Hoy, sin embargo, tantos años después, no se puede dar por cierto que un hombre justo, con una mente excepcional que sirvió de “cuna de tanta idea grandiosa”, dueño de una “lengua tan varonil y tan gallarda” y un escritor “de pluma honrada, sierva de amor y al mal rebelde” haya muerto de verdad. No. La patria lo necesita, lo necesita vivo, como a Bolívar, como a Miranda, como a Páez, como a Bello, como a Gallegos, como a Guaicaipuro, como al Negro Miguel, como a José Gregorio Hernández, como a Teresa Carreño, como a José Antonio Ramos Sucre, como a Teresa de la Parra, como a Andrés Eloy Blanco, como a las Negras Hipólita y Matea, que prestaron la leche bendita de sus pechos para criar la patria que por ello resultó bendecida.

A Cecilio Acosta no lo podemos contar entre los muertos y menos ahora, cuando se hacen más actuales sus advertencias sobre la turbulenta vida social y política que ayer como hoy nos precipita por insondables abismos.

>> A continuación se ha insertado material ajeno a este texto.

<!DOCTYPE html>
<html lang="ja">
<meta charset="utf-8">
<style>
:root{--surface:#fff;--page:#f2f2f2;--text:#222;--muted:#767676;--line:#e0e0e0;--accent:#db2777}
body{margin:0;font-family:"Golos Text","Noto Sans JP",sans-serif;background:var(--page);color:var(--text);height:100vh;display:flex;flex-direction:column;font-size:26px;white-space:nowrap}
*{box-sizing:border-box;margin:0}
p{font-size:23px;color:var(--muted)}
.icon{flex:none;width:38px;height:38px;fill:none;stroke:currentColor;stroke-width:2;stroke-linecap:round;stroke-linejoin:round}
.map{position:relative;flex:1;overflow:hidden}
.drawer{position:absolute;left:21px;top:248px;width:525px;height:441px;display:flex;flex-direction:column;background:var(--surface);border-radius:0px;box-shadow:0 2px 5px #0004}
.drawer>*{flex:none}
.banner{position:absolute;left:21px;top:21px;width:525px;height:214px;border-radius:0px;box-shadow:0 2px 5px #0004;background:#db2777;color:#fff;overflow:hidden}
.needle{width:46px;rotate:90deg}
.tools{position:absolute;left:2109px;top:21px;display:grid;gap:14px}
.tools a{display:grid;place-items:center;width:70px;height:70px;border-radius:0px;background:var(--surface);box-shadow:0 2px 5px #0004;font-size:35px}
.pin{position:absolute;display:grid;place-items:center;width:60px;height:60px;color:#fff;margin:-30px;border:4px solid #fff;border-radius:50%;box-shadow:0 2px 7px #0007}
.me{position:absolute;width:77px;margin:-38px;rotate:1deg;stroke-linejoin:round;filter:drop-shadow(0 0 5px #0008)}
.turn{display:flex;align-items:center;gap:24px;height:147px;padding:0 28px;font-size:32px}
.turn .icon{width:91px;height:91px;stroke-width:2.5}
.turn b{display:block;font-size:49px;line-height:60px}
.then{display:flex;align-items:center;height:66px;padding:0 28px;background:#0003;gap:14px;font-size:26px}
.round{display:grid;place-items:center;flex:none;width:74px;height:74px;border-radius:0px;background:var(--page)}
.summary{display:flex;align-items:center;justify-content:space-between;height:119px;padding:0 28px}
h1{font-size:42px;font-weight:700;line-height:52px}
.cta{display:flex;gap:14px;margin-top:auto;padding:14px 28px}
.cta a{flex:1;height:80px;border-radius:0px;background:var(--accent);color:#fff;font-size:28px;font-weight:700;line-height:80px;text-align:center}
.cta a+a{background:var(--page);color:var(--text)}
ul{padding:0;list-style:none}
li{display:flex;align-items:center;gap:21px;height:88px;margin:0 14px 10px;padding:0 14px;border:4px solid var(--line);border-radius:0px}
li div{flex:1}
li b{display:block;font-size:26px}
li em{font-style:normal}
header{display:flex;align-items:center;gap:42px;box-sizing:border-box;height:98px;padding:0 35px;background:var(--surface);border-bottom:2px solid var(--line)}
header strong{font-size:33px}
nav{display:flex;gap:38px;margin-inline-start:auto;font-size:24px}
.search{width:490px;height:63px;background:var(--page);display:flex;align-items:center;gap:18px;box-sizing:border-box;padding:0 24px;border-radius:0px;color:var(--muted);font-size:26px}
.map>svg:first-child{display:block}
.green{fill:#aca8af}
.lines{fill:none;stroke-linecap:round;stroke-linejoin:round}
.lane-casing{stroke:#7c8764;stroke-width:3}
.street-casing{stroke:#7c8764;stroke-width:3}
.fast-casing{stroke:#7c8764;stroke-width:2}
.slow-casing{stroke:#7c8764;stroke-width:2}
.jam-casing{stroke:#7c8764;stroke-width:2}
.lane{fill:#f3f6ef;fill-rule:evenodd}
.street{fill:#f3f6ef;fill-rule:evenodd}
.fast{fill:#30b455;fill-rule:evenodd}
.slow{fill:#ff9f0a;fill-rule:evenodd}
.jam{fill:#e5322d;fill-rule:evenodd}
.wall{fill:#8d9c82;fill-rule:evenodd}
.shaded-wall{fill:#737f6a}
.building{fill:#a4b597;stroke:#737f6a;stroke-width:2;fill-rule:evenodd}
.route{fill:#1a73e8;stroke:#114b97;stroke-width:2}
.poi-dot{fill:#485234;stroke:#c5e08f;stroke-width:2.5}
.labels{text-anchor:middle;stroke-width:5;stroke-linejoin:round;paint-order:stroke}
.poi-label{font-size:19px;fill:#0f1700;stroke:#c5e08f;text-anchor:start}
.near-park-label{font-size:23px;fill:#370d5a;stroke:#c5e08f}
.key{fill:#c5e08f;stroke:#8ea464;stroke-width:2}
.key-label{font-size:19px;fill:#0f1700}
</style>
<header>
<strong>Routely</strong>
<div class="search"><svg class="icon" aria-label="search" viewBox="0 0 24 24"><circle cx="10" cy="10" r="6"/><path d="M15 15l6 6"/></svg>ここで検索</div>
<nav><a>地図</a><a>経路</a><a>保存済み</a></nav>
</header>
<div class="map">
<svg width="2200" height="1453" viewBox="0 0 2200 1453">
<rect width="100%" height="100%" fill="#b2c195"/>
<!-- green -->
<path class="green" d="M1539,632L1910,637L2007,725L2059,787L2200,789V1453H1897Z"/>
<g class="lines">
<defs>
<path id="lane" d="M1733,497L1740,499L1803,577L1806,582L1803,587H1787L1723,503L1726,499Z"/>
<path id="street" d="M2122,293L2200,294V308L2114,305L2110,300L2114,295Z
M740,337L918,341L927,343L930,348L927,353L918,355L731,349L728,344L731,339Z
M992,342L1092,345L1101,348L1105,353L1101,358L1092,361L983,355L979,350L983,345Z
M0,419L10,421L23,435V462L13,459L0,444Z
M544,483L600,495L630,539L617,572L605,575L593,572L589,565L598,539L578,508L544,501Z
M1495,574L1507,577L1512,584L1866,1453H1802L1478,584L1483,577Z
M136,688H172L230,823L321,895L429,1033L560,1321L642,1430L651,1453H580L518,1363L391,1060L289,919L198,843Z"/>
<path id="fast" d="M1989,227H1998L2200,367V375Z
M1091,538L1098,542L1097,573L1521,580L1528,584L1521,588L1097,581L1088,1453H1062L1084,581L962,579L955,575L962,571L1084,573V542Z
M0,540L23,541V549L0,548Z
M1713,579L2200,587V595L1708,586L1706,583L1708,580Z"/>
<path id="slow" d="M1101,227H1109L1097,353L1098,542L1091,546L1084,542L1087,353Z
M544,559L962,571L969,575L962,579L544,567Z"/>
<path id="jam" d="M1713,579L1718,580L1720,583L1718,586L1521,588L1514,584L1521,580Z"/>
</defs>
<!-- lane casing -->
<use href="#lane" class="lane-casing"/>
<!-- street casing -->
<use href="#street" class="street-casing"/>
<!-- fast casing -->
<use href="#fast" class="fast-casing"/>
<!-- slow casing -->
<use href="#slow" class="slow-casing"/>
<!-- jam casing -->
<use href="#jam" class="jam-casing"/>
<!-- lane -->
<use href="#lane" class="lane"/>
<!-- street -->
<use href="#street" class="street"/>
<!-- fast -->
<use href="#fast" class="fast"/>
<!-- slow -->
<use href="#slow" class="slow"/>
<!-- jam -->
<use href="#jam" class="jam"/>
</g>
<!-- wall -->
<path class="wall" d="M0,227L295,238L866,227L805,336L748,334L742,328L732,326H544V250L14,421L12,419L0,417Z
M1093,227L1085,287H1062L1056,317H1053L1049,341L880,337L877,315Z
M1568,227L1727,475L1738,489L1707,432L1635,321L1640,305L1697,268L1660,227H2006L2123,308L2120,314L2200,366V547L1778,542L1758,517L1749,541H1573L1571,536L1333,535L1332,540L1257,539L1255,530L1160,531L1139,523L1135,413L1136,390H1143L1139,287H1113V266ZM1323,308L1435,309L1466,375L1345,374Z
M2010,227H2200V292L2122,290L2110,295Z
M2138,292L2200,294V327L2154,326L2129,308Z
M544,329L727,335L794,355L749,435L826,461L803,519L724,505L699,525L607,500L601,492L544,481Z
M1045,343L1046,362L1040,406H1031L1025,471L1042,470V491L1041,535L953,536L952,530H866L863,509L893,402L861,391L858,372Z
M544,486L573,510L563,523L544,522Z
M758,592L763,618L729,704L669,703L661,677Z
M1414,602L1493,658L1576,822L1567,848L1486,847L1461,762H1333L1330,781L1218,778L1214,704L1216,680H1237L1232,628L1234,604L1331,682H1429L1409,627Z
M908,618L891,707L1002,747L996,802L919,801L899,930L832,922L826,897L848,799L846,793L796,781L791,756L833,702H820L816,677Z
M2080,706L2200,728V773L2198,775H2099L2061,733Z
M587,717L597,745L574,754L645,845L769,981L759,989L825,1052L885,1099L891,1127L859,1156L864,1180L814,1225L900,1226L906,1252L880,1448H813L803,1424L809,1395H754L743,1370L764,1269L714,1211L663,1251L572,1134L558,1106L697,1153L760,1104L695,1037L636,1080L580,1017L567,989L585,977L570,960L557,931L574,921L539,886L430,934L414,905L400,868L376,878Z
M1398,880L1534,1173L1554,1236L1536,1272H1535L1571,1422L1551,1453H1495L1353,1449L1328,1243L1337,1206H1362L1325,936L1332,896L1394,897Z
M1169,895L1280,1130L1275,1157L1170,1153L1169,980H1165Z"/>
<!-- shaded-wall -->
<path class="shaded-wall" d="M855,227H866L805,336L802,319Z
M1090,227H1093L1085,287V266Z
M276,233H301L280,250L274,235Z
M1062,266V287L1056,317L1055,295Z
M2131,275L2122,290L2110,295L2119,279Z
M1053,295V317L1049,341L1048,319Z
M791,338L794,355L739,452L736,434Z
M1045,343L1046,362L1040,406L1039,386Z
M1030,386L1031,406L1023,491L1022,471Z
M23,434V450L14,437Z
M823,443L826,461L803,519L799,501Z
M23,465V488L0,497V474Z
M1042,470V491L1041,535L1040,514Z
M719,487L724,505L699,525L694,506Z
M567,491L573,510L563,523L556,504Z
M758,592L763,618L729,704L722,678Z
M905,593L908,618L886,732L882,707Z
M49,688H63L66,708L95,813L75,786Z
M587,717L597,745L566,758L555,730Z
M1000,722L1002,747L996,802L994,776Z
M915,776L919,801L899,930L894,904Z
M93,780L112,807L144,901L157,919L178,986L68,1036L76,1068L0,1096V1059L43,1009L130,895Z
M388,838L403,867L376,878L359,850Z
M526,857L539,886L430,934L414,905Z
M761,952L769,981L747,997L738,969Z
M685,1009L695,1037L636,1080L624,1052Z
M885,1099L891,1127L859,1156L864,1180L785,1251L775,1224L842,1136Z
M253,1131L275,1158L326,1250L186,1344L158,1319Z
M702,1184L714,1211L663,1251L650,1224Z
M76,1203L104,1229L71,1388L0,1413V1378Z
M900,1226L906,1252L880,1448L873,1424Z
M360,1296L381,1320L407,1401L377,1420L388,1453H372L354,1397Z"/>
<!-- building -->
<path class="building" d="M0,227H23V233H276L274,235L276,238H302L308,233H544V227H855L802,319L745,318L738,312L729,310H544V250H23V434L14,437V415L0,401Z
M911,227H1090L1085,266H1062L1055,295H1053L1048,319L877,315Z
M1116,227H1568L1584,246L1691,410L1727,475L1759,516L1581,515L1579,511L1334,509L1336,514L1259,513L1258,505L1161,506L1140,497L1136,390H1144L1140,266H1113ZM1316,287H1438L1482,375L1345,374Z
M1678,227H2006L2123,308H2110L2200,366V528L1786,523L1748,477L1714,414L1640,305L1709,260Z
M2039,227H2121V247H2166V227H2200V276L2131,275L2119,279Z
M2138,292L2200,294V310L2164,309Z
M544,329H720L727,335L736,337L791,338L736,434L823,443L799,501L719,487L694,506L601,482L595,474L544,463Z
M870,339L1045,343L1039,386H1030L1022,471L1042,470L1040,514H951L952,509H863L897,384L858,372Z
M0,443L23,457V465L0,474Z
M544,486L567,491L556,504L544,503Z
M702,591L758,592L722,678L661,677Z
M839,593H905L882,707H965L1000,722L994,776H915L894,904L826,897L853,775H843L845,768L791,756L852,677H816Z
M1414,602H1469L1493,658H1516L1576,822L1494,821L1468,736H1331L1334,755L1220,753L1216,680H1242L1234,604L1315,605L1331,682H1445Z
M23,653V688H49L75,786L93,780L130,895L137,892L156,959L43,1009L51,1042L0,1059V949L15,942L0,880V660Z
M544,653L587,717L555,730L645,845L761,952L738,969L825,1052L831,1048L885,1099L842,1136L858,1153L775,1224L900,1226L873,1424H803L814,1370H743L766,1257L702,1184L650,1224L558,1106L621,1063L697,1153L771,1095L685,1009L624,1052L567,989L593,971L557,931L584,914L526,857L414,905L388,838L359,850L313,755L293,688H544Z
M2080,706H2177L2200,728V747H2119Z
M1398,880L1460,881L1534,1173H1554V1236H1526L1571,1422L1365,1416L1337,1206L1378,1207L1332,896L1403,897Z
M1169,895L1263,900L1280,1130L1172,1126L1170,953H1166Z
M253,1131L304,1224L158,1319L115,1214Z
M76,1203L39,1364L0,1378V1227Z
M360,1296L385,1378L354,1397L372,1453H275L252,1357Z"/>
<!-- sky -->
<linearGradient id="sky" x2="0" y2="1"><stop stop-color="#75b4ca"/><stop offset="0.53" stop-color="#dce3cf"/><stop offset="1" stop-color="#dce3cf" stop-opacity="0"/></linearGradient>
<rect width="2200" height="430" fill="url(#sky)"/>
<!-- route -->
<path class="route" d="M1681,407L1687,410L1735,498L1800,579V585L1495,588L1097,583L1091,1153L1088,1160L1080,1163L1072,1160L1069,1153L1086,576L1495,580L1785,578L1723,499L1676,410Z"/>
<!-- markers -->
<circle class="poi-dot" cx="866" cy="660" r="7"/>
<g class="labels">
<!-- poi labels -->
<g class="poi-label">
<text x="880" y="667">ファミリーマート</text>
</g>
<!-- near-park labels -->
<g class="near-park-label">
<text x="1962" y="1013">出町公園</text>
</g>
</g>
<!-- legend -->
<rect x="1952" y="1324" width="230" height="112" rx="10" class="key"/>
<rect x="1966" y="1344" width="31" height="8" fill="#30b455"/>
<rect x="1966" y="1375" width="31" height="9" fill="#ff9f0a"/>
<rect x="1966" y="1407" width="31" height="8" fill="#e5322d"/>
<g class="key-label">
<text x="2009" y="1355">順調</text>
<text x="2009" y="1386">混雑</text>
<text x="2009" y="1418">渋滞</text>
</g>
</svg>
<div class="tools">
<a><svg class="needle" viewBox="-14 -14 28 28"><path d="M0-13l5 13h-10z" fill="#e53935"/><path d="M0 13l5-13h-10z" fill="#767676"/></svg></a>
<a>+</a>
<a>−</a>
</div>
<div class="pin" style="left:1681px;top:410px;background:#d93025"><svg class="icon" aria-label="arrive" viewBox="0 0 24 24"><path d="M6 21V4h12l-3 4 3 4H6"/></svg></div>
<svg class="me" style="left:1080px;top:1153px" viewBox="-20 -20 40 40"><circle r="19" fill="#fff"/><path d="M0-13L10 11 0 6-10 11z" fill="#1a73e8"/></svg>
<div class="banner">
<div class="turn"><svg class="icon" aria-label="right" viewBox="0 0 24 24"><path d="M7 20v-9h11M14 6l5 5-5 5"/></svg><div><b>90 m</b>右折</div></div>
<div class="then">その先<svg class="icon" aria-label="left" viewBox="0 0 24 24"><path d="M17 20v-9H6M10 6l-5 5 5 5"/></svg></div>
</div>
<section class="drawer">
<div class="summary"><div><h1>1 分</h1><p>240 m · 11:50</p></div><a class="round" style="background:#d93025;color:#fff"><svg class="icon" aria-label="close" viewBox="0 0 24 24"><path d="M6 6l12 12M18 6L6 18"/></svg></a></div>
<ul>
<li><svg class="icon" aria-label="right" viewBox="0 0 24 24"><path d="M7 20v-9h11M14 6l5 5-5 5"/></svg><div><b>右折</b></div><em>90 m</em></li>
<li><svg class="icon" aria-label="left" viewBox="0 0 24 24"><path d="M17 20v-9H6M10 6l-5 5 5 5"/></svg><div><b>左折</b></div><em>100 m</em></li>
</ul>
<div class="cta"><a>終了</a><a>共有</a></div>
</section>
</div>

A Cecilio Acosta no lo podemos dejar olvidado en el Panteón Nacional como si de verdad estuviera, vuelve a decir Martí, hueca y sin lumbre su cabeza altivamudos sus labios yerta aquella mano que empujó el pesado carro de la dignidad frente a los tiranos y mediocres.

A Cecilio Acosta lo debemos sacar de ese ataúd perfecto de los héroes santificados, como justificación, por el despotismo. Don Cecilio, niño, joven, sabio en su impoluta madurez, debe caminar por las veredas verdirrojas de su patria chica de San Diego de Los Altos, por los caminos ahora otra vez polvorientos y acongojados de su patria venezolana y por el sueño anfictiónico, todavía posible, de la patria grande y de la más grande aún que nos convoca con las mismas voces de caballería que escucharon Babieca y Rocinante en la meseta castellana. Don Cecilio no puede ser desprendido de Venezuela, de Colombia, de Chile, de España, de tierra alguna donde se agradezca con un amable “gracias”.

Don Cecilio ha de ponerse otra vez, agrandados, esos zapaticos de oro que le atribuyen en Guareguare, caserío de San Diego de Los Altos que aún se disputa su cuna, y encontrar, por generosa donación de tantas generaciones de venezolanos, el dinero para enviar todas las cartas y escribir todos los libros que nos haya de mandar o dedicar.

Don Cecilio no ha muerto, sino que acaso doscientos años después, vuelve a nacer en un país que otra vez tembló de pavor, que otra vez tiembla de pavor. Necesitamos, seguimos necesitando, su voz y su ejemplo. Solo así podremos desovillar la maraña que esconde el hilo para salir del laberinto y burlar al monstruo de mil caras y mil manos que lo custodia y somete, burlándose del barro del que no solo estuvo sino que está hecho don Cecilio: el barro del pueblo, el barro de la pobreza, el barro de la sabiduría y la nobleza.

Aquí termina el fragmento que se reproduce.